10:01 Donc, à un moment, ils sont aussi très proches de ma personnalité.
10:06 Et un mec comme Lionel Florence, on se connaît très peu.
10:09 On ne se voit pas beaucoup, mais enfin,
10:11 on se connaît très bien, mais on ne se voit pas beaucoup.
10:13 Mais il a réussi à mettre les mots sur ce projet.
10:16 À chaque fois, lui, dès le début,
10:18 « Savoir aimer », c'était pour moi.
10:20 Alors, c'était pour moi aussi parce qu'il y avait la musique de Pascal Obispo,
10:24 avec ces mélodies où là, je suis bon aussi, j'aime ça.
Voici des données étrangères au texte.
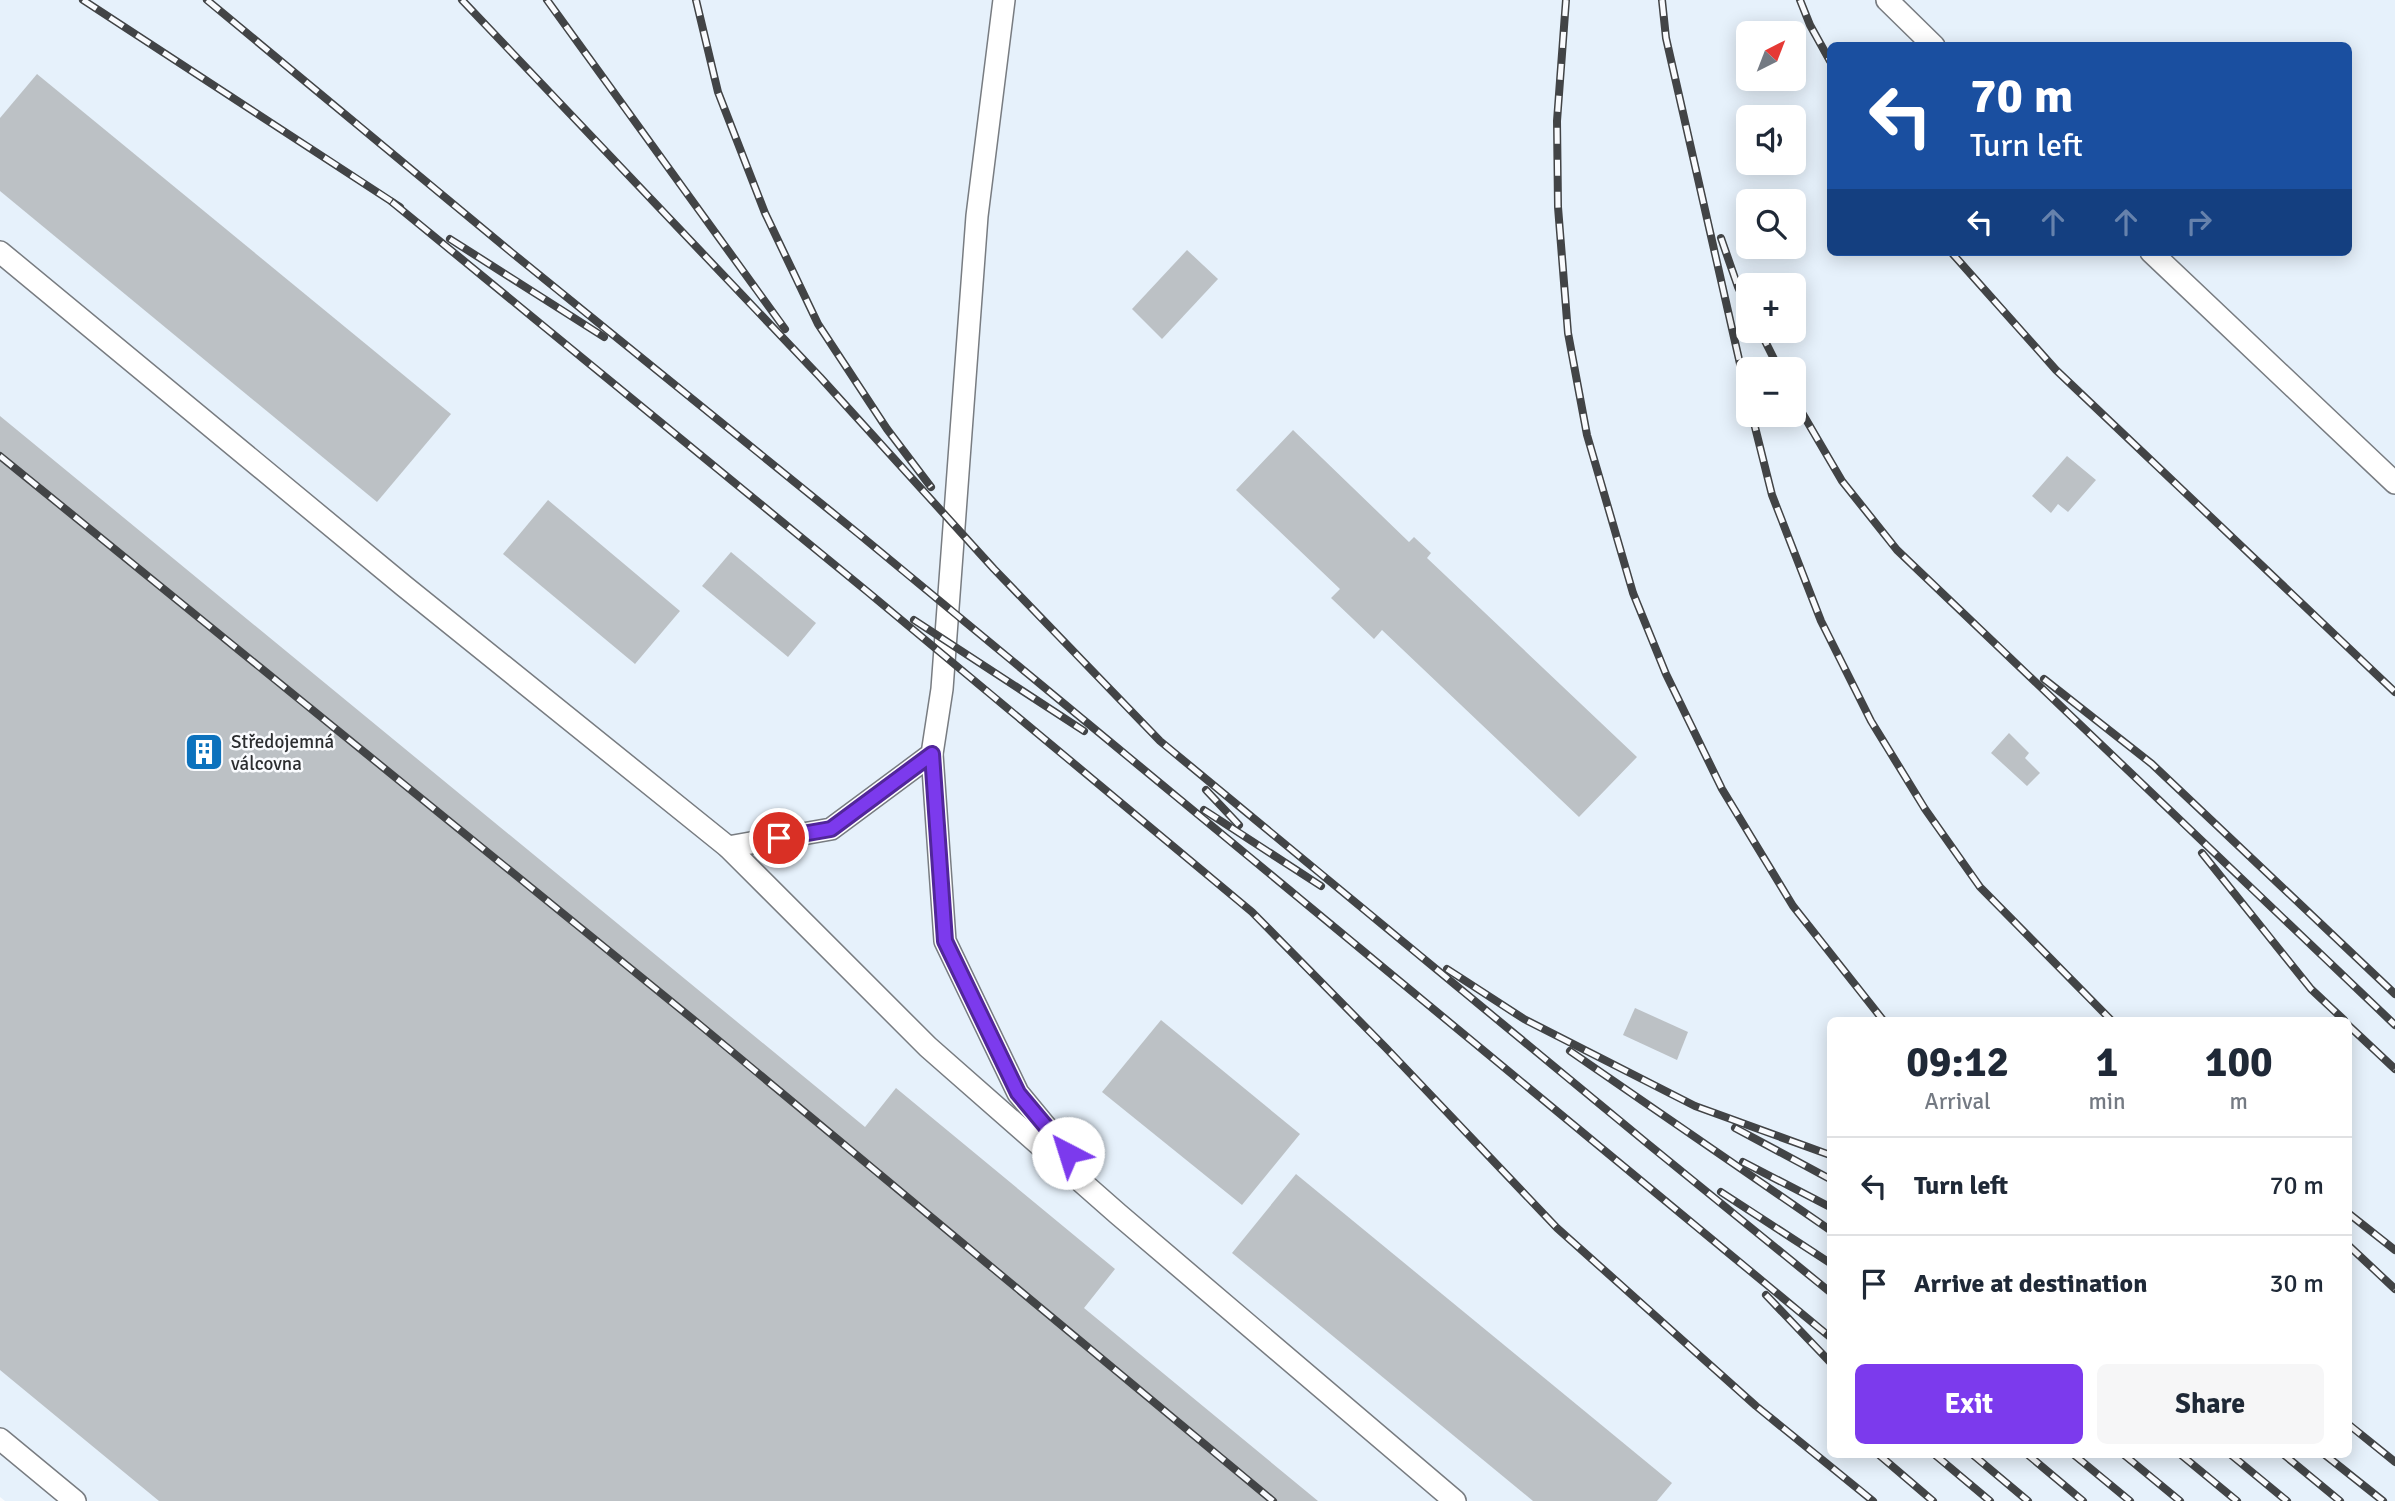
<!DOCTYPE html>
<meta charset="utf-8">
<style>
body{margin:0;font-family:Signika,sans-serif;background:#f6f6f7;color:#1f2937;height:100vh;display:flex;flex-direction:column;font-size:26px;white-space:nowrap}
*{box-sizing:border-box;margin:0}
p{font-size:23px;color:#747a83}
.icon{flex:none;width:38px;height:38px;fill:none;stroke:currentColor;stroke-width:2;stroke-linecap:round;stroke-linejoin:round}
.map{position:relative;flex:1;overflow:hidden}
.panel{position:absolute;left:1827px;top:1017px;width:525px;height:441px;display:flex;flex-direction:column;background:#fff;border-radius:10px;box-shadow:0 4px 18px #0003}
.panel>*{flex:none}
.guide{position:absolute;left:1827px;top:42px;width:525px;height:214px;border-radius:10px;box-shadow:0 4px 18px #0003;background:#1a4fa0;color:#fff;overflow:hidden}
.needle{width:46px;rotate:42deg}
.fabs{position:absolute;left:1736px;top:21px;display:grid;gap:14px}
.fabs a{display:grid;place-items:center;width:70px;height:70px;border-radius:10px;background:#fff;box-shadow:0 4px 18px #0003;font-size:35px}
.pin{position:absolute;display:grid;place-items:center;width:60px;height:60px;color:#fff;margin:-30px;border:4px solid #fff;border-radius:50%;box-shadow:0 2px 7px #0007}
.me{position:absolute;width:77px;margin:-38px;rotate:320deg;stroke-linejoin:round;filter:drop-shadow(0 0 5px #0008)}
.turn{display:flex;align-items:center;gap:24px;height:147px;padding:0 28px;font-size:32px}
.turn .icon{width:91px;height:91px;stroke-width:2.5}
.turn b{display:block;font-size:49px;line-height:60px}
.lanes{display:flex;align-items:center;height:66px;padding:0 28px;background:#0003;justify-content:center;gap:35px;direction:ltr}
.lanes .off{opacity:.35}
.eta{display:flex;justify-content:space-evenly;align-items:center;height:119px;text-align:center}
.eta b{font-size:42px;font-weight:700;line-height:49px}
.button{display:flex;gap:14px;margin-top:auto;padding:14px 28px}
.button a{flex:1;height:80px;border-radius:10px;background:#7c3aed;color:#fff;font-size:28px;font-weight:700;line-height:80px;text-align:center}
.button a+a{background:#f6f6f7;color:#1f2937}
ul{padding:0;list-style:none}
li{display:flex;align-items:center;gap:21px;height:98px;padding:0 28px;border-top:2px solid #e0e1e3}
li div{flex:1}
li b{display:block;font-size:26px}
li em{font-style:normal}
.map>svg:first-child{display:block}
</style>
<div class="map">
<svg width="2395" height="1501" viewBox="0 0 2395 1501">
<rect width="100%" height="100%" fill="#f9fbfe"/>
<path fill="#e6f1fb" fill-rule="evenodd" d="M 0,0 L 2395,0 L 2395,1501 L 5,1501 L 0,1497 ZM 1748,33 L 1794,33 L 1794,79 L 1748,79 ZM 1830,46 L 2348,46 L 2348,252 L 1830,252 ZM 1748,117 L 1794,117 L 1794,163 L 1748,163 ZM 1748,201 L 1794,201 L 1794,247 L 1748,247 ZM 1748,285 L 1794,285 L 1794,331 L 1748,331 ZM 1748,369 L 1794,369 L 1794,415 L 1748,415 ZM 1830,1020 L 2348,1020 L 2348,1454 L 1830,1454 Z"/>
<g fill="#bcc1c5">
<polygon points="37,74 451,414 377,502 0,191 0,118"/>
<polygon points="1187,250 1218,279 1162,339 1132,309"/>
<polygon points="0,416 865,1127 896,1088 1115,1269 1084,1308 1318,1501 159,1501 0,1370"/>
<polygon points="1293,430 1409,542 1414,537 1431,553 1427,558 1637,757 1579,817 1382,630 1374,639 1331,598 1340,589 1236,490"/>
<polygon points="2067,456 2096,480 2068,512 2058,504 2051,513 2032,496"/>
<polygon points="548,500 680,611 635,664 503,554"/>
<polygon points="731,552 816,623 788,657 702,586"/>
<polygon points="2009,733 2029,753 2025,758 2040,773 2027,786 1991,753"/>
<polygon points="1635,1008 1688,1032 1677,1060 1623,1035"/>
<polygon points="1161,1020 1300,1134 1242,1205 1102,1092"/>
<polygon points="1296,1174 1672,1483 1657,1501 1533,1501 1232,1253"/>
</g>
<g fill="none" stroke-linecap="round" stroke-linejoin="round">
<g stroke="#787c81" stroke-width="24">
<g id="lane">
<polyline points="1887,0 1934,46"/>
<polyline points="0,252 404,586 728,847 928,1047 1118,1214 1455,1501"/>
<polyline points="2151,252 2395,483"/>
<polyline points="932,754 945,941 1018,1093 1075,1162"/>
<polyline points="728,847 831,829 932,754 942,689 977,216 1004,0"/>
<polyline points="0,1439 75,1501"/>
</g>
</g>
<use href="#lane" stroke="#fff" stroke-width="21"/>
<g stroke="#424446" stroke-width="8">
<g id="rail">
<polyline points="83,0 400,207"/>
<polyline points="207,0 511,252 860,535 1830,1337"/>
<polyline points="462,0 820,377 994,569 1160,741 1648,1144 1830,1292"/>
<polyline points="547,0 785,329"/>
<polyline points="696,0 718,92 765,213 818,324 887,429 931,487"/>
<polyline points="1566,0 1557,121 1558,207 1568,333 1587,435 1633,593 1666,674 1722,789 1793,906 1883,1020"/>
<polyline points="1662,0 1666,38 1748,399"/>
<polyline points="1800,0 1810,25 1830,61"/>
<polyline points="392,202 869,593 1252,912 1386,1048 1557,1228 1756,1406 1873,1501"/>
<polyline points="1721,238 1738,287 1748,308"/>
<polyline points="450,239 604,337"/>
<polyline points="1951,252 2056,370 2395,692"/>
<polyline points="1760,331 1779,369"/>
<polyline points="1794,399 1842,481 1897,550 2395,1025"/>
<polyline points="1752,415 1772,495 1821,621 1871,721 1925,809 1980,887 2111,1020"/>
<polyline points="0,456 700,1025 1273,1501"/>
<polyline points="914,620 1084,731"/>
<polyline points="2044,679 2152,764 2395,994"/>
<polyline points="1206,790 1239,825"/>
<polyline points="1204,810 1321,886"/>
<polyline points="2202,853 2311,989 2344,1020"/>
<polyline points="1447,969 1524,1019 1695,1106 1830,1155"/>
<polyline points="2348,1025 2395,1069"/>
<polyline points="1570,1051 1830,1230"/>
<polyline points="1735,1128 1830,1179"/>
<polyline points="1743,1162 1830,1207"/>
<polyline points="1721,1192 1830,1263"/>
<polyline points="2348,1213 2395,1250"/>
<polyline points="2348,1245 2395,1289"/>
<polyline points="1766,1295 1830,1362"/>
<polyline points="2348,1424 2395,1462"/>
<polyline points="1878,1454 1933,1501"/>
<polyline points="1934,1454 1990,1501"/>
<polyline points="1972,1454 2028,1501"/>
<polyline points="2027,1454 2083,1501"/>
<polyline points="2073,1454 2130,1501"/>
<polyline points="2123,1454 2180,1501"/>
<polyline points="2180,1454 2237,1501"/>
<polyline points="2230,1454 2287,1501"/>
<polyline points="2283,1454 2340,1501"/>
<polyline points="2324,1454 2383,1501"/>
</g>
</g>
<use href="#rail" stroke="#f9fbfe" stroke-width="5" stroke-dasharray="16" stroke-linecap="butt"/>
</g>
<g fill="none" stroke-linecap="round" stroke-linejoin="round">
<g stroke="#51269a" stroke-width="18">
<polyline id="route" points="779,838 831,829 932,754 945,941 1018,1093 1068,1153"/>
</g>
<use href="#route" stroke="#7c3aed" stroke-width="12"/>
</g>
<defs>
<g id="building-square" transform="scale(2.0125)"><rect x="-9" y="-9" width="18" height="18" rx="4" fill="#0c72bd" stroke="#f9fbfe"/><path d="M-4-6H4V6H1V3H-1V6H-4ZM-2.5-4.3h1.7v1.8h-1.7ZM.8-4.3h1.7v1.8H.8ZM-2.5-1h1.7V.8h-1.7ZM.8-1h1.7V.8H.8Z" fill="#fff"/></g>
</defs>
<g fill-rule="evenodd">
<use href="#building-square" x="204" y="752"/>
</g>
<g text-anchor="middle" stroke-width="5" stroke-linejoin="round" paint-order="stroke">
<g font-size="19" fill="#2b2d2f" stroke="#f9fbfe" text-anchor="start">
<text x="231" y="748">Středojemná<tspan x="231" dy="22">válcovna</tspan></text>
</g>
</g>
</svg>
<div class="fabs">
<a><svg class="needle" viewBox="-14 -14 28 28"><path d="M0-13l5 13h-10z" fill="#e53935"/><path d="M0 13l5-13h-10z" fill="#747a83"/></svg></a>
<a><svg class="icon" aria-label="sound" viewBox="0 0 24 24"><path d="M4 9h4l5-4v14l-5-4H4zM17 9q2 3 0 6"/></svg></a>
<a><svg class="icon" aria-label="search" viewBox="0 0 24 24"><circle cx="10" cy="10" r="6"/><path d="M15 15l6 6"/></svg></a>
<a>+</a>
<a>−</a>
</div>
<div class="pin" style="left:779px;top:838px;background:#d93025"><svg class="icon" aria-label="arrive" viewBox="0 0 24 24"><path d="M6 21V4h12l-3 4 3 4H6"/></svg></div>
<svg class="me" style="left:1068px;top:1153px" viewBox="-20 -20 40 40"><circle r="19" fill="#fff"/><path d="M0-13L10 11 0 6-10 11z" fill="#7c3aed"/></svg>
<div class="guide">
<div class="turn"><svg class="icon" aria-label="left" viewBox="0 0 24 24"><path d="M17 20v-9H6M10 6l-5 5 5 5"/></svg><div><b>70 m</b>Turn left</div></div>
<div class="lanes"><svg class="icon" aria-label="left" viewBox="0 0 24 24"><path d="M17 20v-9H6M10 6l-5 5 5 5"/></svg><svg class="icon off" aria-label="ahead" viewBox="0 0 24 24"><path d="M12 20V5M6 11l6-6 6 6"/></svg><svg class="icon off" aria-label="ahead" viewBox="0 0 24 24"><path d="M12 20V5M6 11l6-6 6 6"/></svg><svg class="icon off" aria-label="right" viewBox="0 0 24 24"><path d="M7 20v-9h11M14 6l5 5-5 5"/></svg></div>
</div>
<section class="panel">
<div class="eta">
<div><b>09:12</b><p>Arrival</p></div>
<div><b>1</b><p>min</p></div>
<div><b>100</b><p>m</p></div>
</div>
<ul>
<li><svg class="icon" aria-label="left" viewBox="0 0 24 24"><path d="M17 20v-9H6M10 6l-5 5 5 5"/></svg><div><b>Turn left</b></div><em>70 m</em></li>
<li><svg class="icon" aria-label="arrive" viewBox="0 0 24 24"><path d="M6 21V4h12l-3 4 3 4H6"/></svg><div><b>Arrive at destination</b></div><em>30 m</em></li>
</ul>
<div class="button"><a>Exit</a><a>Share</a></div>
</section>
</div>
10:29 J'aime ces mélodies-là et ma voix, elle est faite pour ça.
10:32 Et avec ces mots-là, je peux vraiment envoyer des messages
10:35 qui vont super loin et qui font du bien à tout le monde et à moi aussi.
10:40 Alors, c'est quoi vos projets à présent, Florent, pour la suite ?
10:42 Votre huitième vie, vous en avez eu sept, vous dites dans le livre.
10:45 Votre huitième vie, elle va ressembler à quoi ?
10:47 À ce qui se passe.
10:49 Et quoi, la tournée ?
10:50 Qu'est-ce qui vous enchante ?
10:53 C'est un tour de retour pour dire,
10:56 « Attendez, je dois pouvoir encore rechanter un peu.
11:00 Pas comme quand je faisais mes tournées un soir,
11:04 enfin, tous les soirs de suite.
11:06 Là, je fais les festivals. »
11:09 Il y a Nîmes le 30 juin, Nancy le 8 juillet,
11:11 et Béziers, les Arènes de Béziers le 17 juillet,
11:13 Ajaccio le 27 juillet.
11:15 Il y a quand même quelques dates.
11:16 Vous vous sentez d'attaque ?
11:18 Oui, je me sens en forme pour pouvoir être d'attaque.
11:23 C'est-à-dire que là, maintenant, le mois de mai va passer,
11:26 le mois de juin, je dois reprendre du service physique.
11:29 Et puis, le mois de juillet, je dois être sur le terrain.
11:32 On sera là pour vous voir, franchement.
11:33 Merci beaucoup pour cet entretien, Florent Pagny.
11:36 Je rappelle la sortie de votre livre passionnant,
11:38 un livre qui s'est déjà vendu d'ailleurs à près de 100 000 exemplaires.
11:41 « Pagny par Florent ».
11:43 Merci beaucoup de nous avoir accordé votre temps et bonne suite.
11:46 Bonne week-end.
11:47 Merci.
11:48 Merci, Florent.
11:49 Et quand même, on a envie de quelques notes de musique, savoir aimer.
11:52 Ah voilà, on voulait se faire plaisir.
11:54 Vous pouvez.
11:55 Merci, Florent.
11:57 Merci, Florent Pagny. Merci infiniment.